_What to produce_:
Within the listing below, locate all lines containing the word "Keep". Copy each one.

_Records for the task_:

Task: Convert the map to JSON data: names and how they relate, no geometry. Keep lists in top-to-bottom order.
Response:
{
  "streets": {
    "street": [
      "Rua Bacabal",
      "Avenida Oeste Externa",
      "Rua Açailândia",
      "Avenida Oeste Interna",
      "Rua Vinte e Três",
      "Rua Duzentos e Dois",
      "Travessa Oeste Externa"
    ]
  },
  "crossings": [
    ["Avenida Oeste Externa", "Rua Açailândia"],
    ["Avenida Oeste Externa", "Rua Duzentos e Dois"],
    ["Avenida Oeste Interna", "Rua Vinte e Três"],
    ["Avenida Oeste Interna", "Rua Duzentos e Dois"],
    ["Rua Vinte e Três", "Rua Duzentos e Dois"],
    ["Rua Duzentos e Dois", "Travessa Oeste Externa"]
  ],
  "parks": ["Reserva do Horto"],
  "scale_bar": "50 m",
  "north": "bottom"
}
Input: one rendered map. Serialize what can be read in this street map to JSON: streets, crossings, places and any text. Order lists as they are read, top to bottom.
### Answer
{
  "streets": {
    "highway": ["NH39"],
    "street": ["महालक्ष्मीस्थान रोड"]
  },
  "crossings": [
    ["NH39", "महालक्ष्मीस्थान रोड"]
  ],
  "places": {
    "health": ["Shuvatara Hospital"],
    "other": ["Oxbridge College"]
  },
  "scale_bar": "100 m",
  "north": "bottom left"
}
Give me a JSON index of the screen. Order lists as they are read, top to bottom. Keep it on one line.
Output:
...
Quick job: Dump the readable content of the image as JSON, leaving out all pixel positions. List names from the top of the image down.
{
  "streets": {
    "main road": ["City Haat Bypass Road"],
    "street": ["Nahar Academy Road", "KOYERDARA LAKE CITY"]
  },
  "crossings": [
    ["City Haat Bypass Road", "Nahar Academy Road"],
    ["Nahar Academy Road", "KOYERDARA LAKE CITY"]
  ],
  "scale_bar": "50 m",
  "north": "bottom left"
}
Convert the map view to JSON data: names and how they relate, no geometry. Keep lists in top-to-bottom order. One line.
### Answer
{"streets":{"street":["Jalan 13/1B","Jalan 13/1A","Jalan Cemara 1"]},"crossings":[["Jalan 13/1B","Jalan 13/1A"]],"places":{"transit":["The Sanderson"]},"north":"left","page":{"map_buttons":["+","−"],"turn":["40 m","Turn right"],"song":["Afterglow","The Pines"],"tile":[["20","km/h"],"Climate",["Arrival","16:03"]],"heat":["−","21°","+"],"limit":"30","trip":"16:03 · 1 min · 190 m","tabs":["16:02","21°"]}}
---
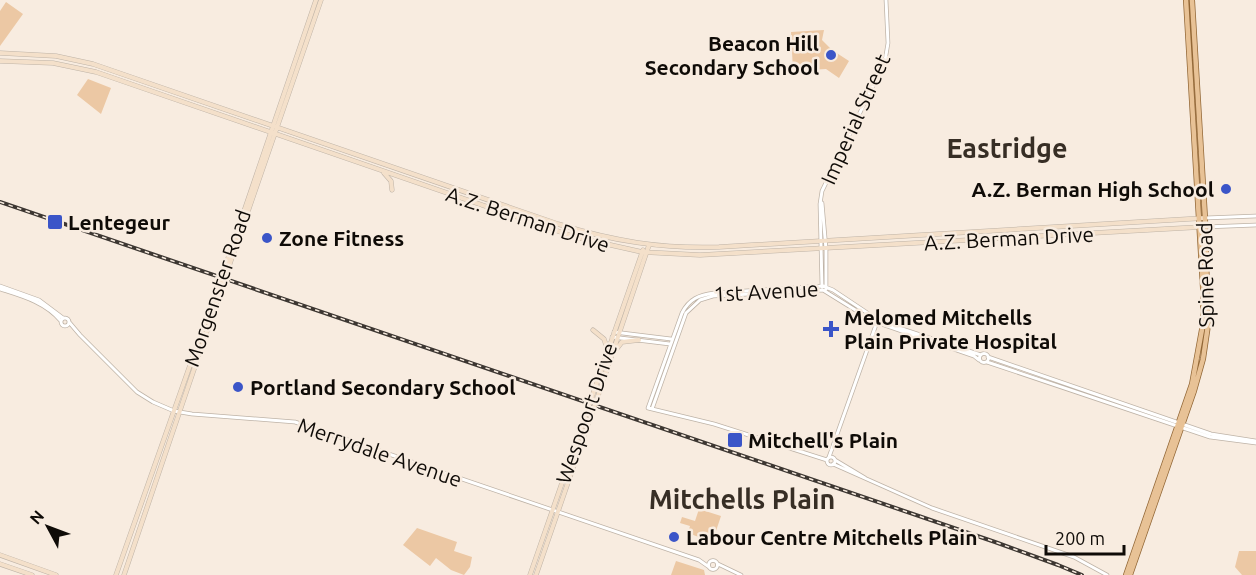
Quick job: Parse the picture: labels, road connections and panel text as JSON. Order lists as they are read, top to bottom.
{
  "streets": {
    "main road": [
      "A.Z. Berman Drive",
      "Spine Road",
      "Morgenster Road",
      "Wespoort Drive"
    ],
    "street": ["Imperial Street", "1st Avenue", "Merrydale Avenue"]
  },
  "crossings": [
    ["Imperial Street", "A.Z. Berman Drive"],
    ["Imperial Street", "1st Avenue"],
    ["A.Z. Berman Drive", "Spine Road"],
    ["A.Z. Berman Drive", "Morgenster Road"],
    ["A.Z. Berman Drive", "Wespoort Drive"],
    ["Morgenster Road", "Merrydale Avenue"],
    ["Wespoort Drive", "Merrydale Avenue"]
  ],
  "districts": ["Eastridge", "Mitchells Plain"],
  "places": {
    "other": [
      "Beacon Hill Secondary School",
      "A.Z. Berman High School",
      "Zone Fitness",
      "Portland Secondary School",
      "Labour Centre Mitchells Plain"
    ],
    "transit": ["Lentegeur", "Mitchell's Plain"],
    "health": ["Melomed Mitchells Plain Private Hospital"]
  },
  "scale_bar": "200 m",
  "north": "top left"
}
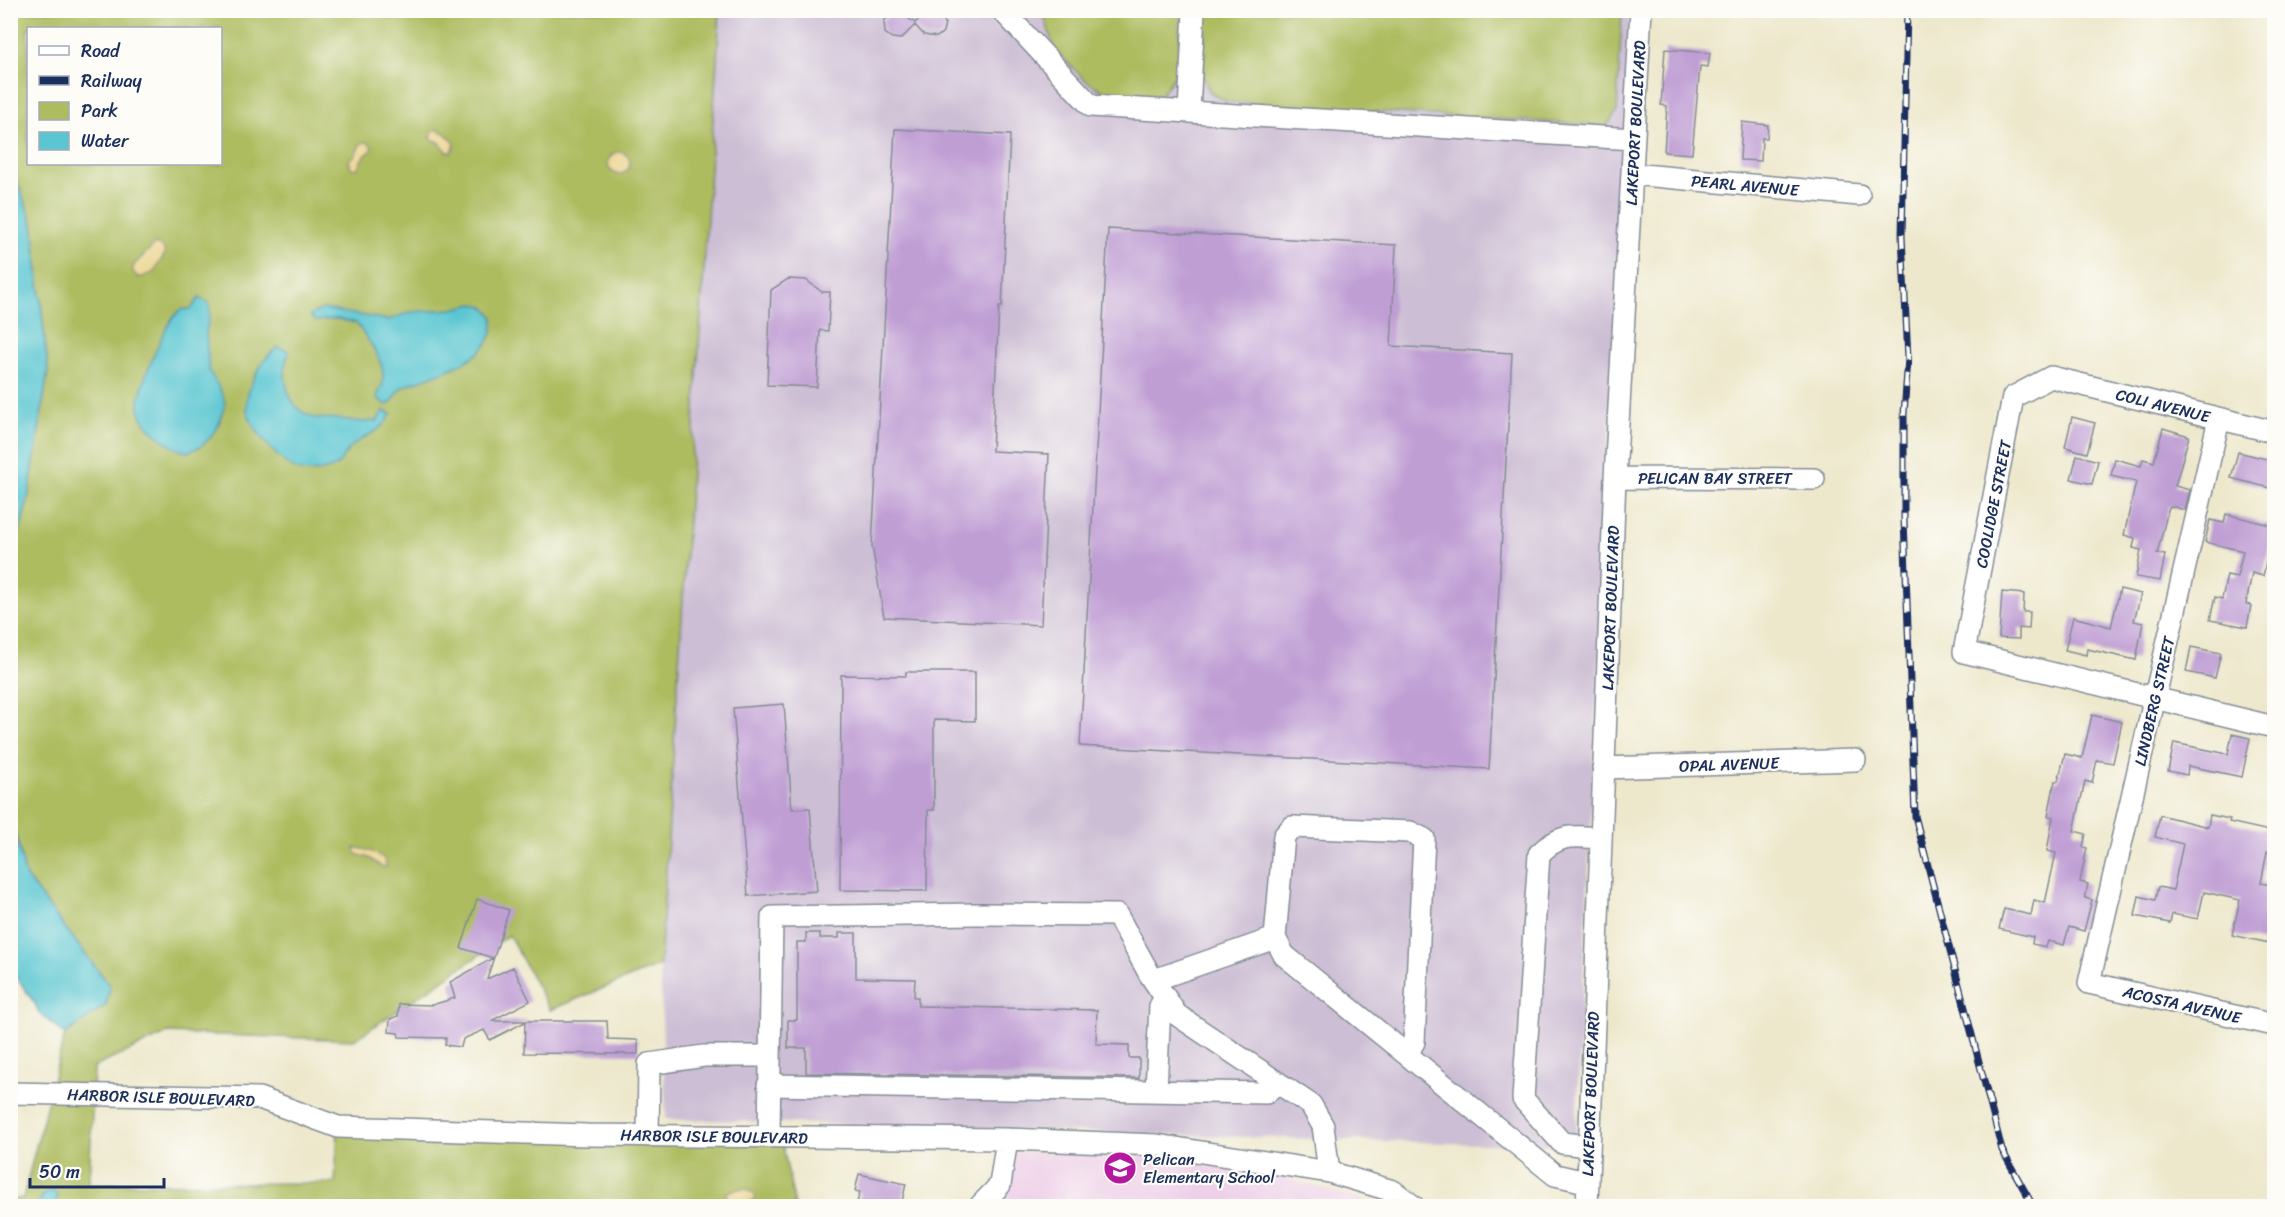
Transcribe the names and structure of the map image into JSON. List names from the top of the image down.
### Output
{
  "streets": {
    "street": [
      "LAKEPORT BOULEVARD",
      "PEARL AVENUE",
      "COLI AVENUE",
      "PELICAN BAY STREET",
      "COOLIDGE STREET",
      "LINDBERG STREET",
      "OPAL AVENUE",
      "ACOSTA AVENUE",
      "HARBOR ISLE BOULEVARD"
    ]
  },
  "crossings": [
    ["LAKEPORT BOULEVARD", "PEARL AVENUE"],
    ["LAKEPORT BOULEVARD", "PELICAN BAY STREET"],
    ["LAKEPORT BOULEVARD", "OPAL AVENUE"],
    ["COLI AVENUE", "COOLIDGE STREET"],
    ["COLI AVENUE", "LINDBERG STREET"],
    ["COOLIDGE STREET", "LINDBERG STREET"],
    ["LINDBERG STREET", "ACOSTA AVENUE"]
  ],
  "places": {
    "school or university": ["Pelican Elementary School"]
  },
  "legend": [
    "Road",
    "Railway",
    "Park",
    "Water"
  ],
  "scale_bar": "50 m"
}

_Reply to the exercise_:
Task: Convert the map to JSON data: names and how they relate, no geometry. Keep lists in top-to-bottom order.
Give me a JSON index of the screen. Order lists as they are read, top to bottom. Keep it on one line.
Convert the map view to JSON data: names and how they relate, no geometry. Keep lists in top-to-bottom order. One line.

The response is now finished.